In Takeda Pharmaceuticals USA, Inc. v. Mylan Pharmaceuticals Inc., [ 2020-1407, 2020-1417] (July 31, 2020), the Federal Circuit affirmed the denial of a preliminary injunction on the grounds that Takeda failed to show that it was likely to succeed on the merits or that it would be irreparably harmed absent a preliminary injunction.
A plaintiff seeking a preliminary injunction must establish [1] that he is likely to succeed on the merits, [2] that he is likely to suffer irreparable harm in the absence of preliminary relief, [3] that the balance of equities tips in his favor, and [4] that an injunction is in the public interest.”
On the likelihood of success, the Federal Circuit agreed that the final judgment in the prior litigation likely triggered Section 1.2(d) of a License Agreement, permitting Mylan to market its generic colchicine product, and therefore Takeda was unlikely to succeed on the merits.

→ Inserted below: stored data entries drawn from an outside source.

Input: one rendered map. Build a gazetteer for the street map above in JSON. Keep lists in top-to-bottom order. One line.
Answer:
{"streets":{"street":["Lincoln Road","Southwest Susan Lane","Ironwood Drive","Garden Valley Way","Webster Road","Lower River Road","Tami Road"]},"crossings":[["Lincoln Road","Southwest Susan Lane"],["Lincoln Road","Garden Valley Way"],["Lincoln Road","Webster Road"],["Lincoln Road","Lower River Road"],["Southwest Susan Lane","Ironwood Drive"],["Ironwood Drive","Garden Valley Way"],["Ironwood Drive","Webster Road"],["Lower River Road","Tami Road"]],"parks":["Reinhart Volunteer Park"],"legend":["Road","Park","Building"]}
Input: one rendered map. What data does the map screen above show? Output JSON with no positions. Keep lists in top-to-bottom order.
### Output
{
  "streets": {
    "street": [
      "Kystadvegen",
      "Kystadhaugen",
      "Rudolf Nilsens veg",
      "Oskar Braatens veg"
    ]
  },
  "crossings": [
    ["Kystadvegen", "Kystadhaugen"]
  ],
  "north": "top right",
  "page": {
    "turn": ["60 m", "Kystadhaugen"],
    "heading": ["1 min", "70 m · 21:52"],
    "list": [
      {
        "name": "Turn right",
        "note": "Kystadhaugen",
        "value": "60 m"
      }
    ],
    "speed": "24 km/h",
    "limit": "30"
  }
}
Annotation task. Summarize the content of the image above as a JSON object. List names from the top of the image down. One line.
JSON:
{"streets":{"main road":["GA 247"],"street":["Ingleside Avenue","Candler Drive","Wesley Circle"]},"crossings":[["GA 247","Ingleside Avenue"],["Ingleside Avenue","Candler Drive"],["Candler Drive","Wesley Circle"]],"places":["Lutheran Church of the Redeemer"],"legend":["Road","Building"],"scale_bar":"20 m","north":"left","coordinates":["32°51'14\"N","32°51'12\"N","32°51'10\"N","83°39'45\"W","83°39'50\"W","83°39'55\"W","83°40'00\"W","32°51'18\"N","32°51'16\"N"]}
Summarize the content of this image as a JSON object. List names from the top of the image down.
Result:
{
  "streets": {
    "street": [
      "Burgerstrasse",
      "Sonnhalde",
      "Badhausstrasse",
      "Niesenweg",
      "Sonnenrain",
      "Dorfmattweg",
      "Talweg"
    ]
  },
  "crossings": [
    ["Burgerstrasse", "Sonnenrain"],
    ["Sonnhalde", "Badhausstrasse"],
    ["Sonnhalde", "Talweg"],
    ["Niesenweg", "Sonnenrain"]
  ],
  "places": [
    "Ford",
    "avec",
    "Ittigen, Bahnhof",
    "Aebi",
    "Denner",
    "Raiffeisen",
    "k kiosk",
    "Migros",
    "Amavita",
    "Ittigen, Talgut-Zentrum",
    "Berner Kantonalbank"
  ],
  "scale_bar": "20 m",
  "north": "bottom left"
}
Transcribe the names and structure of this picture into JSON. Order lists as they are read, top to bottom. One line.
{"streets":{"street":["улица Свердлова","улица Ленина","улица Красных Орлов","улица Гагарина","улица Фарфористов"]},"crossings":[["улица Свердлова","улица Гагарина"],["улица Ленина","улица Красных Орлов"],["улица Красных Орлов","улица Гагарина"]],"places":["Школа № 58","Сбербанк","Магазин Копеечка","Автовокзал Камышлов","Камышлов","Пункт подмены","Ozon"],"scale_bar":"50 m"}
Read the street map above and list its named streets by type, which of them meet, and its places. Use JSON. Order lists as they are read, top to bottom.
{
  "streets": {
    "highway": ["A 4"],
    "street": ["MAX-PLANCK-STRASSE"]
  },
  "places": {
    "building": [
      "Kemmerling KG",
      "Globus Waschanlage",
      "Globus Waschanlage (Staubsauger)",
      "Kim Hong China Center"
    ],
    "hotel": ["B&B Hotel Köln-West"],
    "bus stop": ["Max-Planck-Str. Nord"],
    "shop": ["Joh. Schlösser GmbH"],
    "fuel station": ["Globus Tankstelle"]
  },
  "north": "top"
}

The Federal Circuit then considered the issue of irreparable harm. Takeda primarily relied on Section 1.10 of the License Agreement, which created a presumption of harm if the license agreement were breached, to prove irreparable harm. The Federal Circuit by its terms, Section 1.10 only offers Takeda a basis for establishing irreparable harm in the event Mylan breached Section 1.2. However, because it concluded that it is unlikely Takeda can show that Mylan breached the License Agreement, the Federal Circuit further conclude that Section 1.10 is not useful for establishing irreparable harm.
Judge Newman in dissent argued that there was no accelerating event and thus Mylan breached the Agreement, entitling Takeda to a preliminary injunction.